The Genode project has released version 11.11 of their OS framework, which allows the construction of spezialized operating systems out of building blocks including 8 different kernels, plenty of device drivers, and an increasing number of system services.
With the current release, the project explored various opportunities to combine Genode’s architecture with virtualization techniques ranging from faithful virtualization of x86 hardware, over running Android on a paravirtualized Linux kernel, to custom designed OS-level virtualization and application-level virtualization approaches. The latter variant is particularly interesting because it paved the way to Genode’s new support for user-level debugging via GDB.
With the initial port of the Vancouver virtual machine monitor (VMM), the project embraces the world of faithful virtualization. Vancouver implements a virtual x86 PC and is specifically developed for the use with the NOVA hypervisor and hardware-supported virtualization (VTX or SVM). The single property that sets NOVA/Vancouver apart from the crowd of virtualization products such as KVM, Xen, VirtualBox, and VMware is its microkernel-aided design. In contrast to those traditional solutions that implement the virtual machine monitor in the hypervisor, the Vancouver VMM runs entirely in user space. Only the basic mechanisms for reflecting virtualization events to the user space remain in the hypervisor, for which the NOVA developers consequently coined the term microhypervisor.
On NOVA, each virtual machine has a dedicated instance of a Vancouver virtual machine monitor, each instance being isolated from each other via protection mechanisms as known from microkernels. This way, a problem in one virtual machine or VMM cannot affect any other part of the system. The trusted computing base critical for maintaining the isolation between virtual machines is orders of magnitude smaller compared to traditional approaches. This sounds good but isn’t putting the VMM into user space hurting the performance? The answer is actually: No! According to a paper by the authors of NOVA/Vancouver, the performance of their solution blows existing virtualization solutions out of the water. Long story, short: NOVA/Vancouver is an amazing technology, which will now become integrated with Genode. Even though the initial adaptation of Vancouver to Genode is still at an early stage, it already shows how well Vancouver fits into the framework’s architecture.
The second new feature of Genode 11.11 is the integration of L4Android running on the Fiasco.OC kernel. L4Android is based on the paravirtualized Linux kernel called L4Linux with the Android patch set applied. This enables one or multiple instances of the unmodified Android user land to be executed as nodes of Genode’s process tree. To tightly integrate L4Android with the component framework, L4Linux has been enhanced with several so-called stub drivers that act as Linux device drivers but use Genode interfaces as back ends instead of real devices. New stub drivers have been added for accessing block devices, UARTs, network cards, and pointer devices. L4Android is supported for both x86_32 and ARM platforms on the Fiasco.OC kernel.

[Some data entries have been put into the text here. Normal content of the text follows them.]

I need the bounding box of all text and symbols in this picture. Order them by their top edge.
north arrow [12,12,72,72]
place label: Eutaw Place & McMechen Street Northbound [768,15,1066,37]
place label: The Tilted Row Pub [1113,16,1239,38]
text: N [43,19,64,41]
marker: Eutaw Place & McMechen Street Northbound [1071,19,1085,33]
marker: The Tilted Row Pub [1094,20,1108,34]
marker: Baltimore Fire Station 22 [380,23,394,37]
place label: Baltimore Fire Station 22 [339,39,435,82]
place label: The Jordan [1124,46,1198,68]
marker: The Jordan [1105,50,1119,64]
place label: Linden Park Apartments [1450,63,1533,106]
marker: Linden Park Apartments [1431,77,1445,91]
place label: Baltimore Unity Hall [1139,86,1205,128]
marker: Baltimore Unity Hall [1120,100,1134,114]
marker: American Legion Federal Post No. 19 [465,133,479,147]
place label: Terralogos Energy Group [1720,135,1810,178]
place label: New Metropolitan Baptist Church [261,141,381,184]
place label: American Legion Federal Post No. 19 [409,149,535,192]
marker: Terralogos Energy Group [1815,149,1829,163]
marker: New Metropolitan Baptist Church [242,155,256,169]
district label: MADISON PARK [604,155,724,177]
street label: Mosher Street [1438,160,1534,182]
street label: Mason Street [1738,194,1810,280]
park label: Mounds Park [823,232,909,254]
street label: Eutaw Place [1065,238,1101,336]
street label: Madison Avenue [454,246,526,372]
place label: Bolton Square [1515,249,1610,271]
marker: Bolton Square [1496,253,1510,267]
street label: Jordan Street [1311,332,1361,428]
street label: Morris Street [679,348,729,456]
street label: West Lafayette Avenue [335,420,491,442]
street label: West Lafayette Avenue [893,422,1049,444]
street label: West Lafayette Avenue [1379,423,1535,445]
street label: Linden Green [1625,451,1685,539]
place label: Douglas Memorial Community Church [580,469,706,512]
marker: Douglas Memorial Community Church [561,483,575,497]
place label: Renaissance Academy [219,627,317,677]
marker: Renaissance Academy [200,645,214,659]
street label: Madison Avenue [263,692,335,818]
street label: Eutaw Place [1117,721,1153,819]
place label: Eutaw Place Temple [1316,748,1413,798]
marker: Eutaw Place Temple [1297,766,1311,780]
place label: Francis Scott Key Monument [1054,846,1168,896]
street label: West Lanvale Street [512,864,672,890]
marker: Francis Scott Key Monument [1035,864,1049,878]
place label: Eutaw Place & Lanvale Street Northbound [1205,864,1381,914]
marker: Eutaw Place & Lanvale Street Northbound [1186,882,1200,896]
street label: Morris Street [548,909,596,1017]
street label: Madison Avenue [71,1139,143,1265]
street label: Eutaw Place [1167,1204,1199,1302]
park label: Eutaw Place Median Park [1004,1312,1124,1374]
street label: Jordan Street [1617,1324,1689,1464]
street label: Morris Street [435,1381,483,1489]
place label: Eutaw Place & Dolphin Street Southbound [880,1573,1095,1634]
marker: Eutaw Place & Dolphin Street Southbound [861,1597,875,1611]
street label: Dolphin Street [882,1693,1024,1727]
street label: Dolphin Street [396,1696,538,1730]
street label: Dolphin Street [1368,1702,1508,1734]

Noux is Genode’s own take to OS-level virtualization. In contrast to faithful virtualization or paravirtualization, this work aims as executing individual UNIX applications without the overhead of running and managing a complete Guest OS. With the current release, Noux has become able to execute software as complex as VIM natively without the need to change any source code. For its developers, the ability to run GNU software without manual porting labour represents the path towards an OS that is suitable as development environment.
Finally, the project introduces a new form of virtualization called application-level virtualization. This approach facilitates the most fundamental property of Genode’s architecture, which is the sandboxed execution of each program. Combined with capability-based security, this architecture makes it possible to virtualize the environment of each process in the system in arbitrary ways. One particularly useful application of this methodology is to let a user-level debugger transparently intercept the interaction of a process with its environment. The new GDB monitor is the implementation of this idea. It is able to provide a fully featured debugging solution for user-level components including the support for single stepping, break points, source-level debugging, and backtraces. Thanks to the approach to implement the debugging facility using application-level virtualization, this facility requires no special debugging interfaces in the underlying platform, which could potentially short-circuit security policies.
In addition to the results of the virtualization-related work, the version 11.11 comes with new device drivers, a new free-standing tool chain, a new IPC implementation for Linux, and updates of several base platforms.
As usual, the complete coverage of all the improvements is detailed in the project’s release notes.